I'm making this post and cutting myself off. You can't figure out how to crate train your pup, but you want to jump into rescue.

Are you a troll?


----------



## sagelfn (Aug 13, 2009)

Jean has great advice. Trust her with anything concerning rescue.

Also, check into your city/state laws. You already have 5 dogs. Find out how many dogs you are allowed to keep without additional license fees. Find out the requirements of becoming state certified rescue and speak to other people in rescue work. They will be able to guide you on what steps to take.


----------



## aggirl099 (Aug 17, 2011)

Chelle i know how to crate train my dogs he just escapes from the crate and i figured u dont give people who have trouble keeping the 12 week old puppy in the crate breaks


----------



## aggirl099 (Aug 17, 2011)

sagelfn said:


> Jean has great advice. Trust her with anything concerning rescue.
> 
> Also, check into your city/state laws. You already have 5 dogs. Find out how many dogs you are allowed to keep without additional license fees. Find out the requirements of becoming state certified rescue and speak to other people in rescue work. They will be able to guide you on what steps to take.
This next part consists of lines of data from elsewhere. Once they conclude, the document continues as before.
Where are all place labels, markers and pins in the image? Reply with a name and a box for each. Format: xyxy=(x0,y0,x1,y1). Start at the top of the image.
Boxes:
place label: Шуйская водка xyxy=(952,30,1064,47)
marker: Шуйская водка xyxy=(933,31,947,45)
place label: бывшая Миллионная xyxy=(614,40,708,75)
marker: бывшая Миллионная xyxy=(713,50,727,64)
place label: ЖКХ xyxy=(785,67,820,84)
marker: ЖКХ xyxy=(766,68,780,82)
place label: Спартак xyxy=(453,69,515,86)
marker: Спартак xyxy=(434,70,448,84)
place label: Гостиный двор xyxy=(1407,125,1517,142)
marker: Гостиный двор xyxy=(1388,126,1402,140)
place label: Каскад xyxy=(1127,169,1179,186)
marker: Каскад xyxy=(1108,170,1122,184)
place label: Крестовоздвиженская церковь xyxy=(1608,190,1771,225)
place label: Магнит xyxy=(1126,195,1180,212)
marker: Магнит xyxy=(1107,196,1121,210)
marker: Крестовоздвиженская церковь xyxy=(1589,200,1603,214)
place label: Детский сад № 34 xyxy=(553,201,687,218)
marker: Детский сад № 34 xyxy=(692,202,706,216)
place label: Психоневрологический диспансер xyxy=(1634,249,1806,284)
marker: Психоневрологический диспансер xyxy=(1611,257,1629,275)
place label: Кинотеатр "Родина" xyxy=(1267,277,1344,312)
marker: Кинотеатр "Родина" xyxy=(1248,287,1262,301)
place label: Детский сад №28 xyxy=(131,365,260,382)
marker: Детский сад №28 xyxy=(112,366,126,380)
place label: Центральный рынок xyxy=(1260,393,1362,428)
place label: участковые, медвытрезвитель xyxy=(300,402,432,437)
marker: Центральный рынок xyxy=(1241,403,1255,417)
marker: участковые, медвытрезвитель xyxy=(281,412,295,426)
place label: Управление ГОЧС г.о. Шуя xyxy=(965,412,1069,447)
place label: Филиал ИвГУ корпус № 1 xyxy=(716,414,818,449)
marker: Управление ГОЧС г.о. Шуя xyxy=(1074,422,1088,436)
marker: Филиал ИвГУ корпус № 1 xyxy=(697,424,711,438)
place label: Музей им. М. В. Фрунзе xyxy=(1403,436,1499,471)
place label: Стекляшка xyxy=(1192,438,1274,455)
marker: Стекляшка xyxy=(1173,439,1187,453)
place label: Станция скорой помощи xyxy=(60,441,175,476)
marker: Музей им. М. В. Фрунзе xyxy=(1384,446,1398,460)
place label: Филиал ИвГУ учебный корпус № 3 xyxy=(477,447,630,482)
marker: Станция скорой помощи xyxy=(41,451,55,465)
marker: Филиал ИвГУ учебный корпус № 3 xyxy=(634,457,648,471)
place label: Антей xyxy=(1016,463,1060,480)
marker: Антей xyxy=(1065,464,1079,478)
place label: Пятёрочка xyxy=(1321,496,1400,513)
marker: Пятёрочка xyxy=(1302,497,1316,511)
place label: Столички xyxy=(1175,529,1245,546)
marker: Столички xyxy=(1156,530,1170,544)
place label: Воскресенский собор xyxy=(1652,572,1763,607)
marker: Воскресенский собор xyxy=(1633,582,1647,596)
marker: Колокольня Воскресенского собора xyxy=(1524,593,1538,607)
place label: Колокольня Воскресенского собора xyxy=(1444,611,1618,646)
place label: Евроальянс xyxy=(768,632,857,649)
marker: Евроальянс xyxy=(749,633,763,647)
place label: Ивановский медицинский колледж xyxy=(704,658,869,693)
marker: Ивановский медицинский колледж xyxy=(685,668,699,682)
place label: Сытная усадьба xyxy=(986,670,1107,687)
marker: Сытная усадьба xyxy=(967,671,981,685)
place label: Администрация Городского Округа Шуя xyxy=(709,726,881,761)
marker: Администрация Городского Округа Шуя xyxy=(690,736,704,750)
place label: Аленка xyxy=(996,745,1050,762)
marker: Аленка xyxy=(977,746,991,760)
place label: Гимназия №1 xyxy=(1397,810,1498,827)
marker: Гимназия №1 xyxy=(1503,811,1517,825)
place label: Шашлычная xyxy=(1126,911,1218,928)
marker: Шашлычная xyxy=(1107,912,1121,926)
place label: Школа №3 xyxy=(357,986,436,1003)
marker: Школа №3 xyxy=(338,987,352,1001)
 thanks i will and i will be getting that kennel license and i will talk to other people who are in the rescue work and


----------



## gsdraven (Jul 8, 2009)

Experience
Money
Insurance
501c3 status
Volunteers
Space
In a nut shell, you need all of the things above at a minimum. Money and good volunteers aren't easy to come by. Your best bet is to volunteer with a reputable organization for awhile before deciding to branch out on your own.


----------



## Pepper311 (Sep 11, 2011)

I got my rescue pup from a man that ran his own GSD rescue. Let's just say his life has gone to the dogs. They consume all his time and money. He has taken in way more dogs then he can Handel. You start taking one in and then you can't say no. he has saved many dogs and he does his best. 
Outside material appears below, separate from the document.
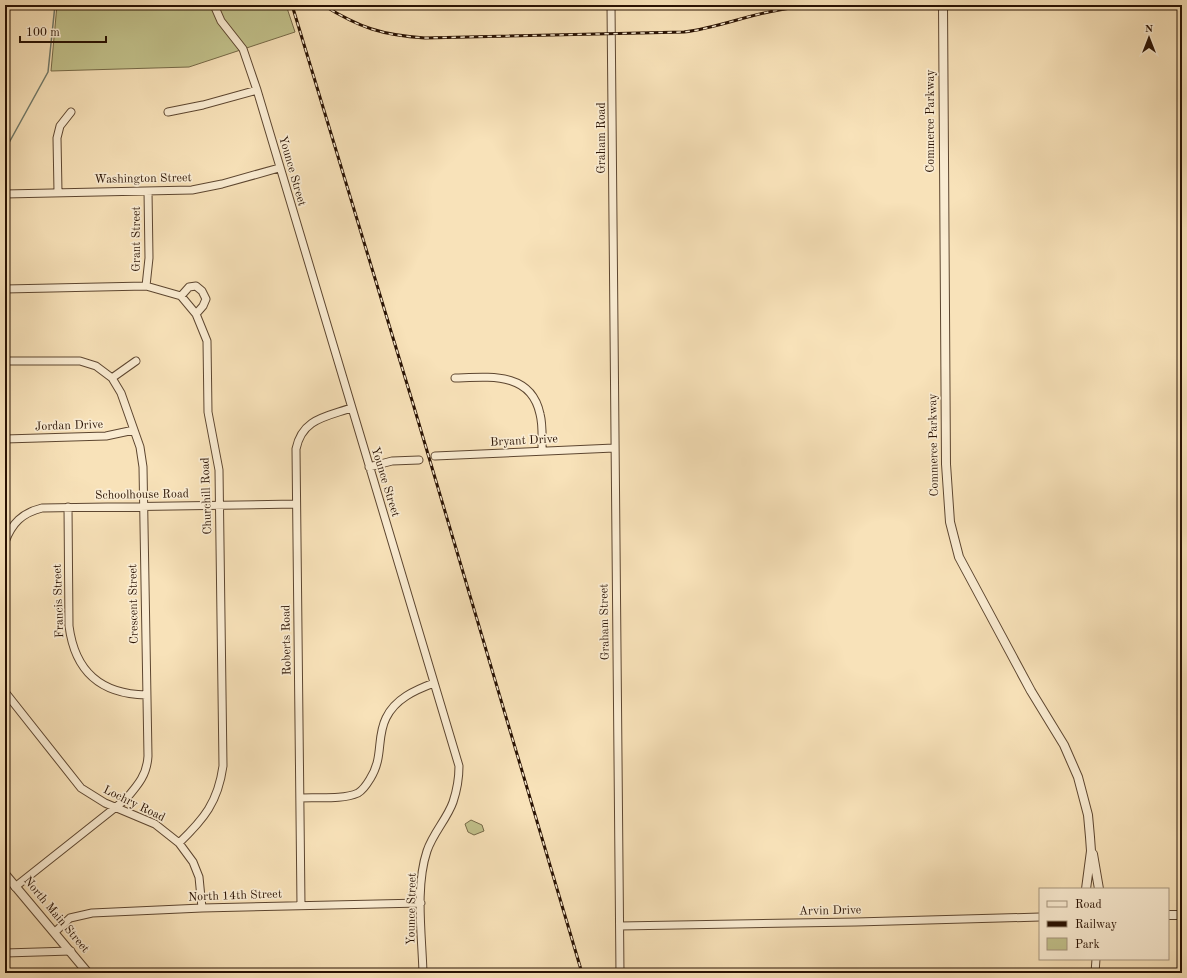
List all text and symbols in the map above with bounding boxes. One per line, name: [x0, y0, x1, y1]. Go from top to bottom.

After seeing his place I will never have my own rescue unless I had lots of help and kennels. I thinking fostering dogs is the way to go. Take in one or 2 foster at a time.


----------



## Salix (Feb 13, 2011)

It starts with a little spark... If you have the will, you'll find the way. I think this is a beautiful thought and please keep us updated.


----------



## MicheleMarie (Mar 29, 2011)

Salix said:


> It starts with a little spark... If you have the will, you'll find the way. I think this is a beautiful thought and please keep us updated.


that's what sums up i was going to say.
dive in head first with no expectations (it's how i started my business!). get contacts in the area of other shelters/rescues/foster homes to keep on file for reference and help.


----------



## Germanshepherdlova (Apr 16, 2011)

I think you have a wonderful idea! If you decide to do it, best wishes.


----------



## Salix (Feb 13, 2011)

Shortly after I posted this last night I realized this thread is a great inspiration to me. I don't think I would realistically find the time to research the policies, legalities, ins and outs, let alone run a shelter or rescue but I think it is a great thing to offer our services in another way. I had never thought of being a foster or donating considerable amounts of time to helping these places keep going but I'll definitely give this more thought.


----------



## gsdraven (Jul 8, 2009)

Salix said:


> I had never thought of being a foster or donating considerable amounts of time to helping these places keep going but I'll definitely give this more thought.


:thumbup: Fostering is incredibly rewarding. Best of luck to you.


----------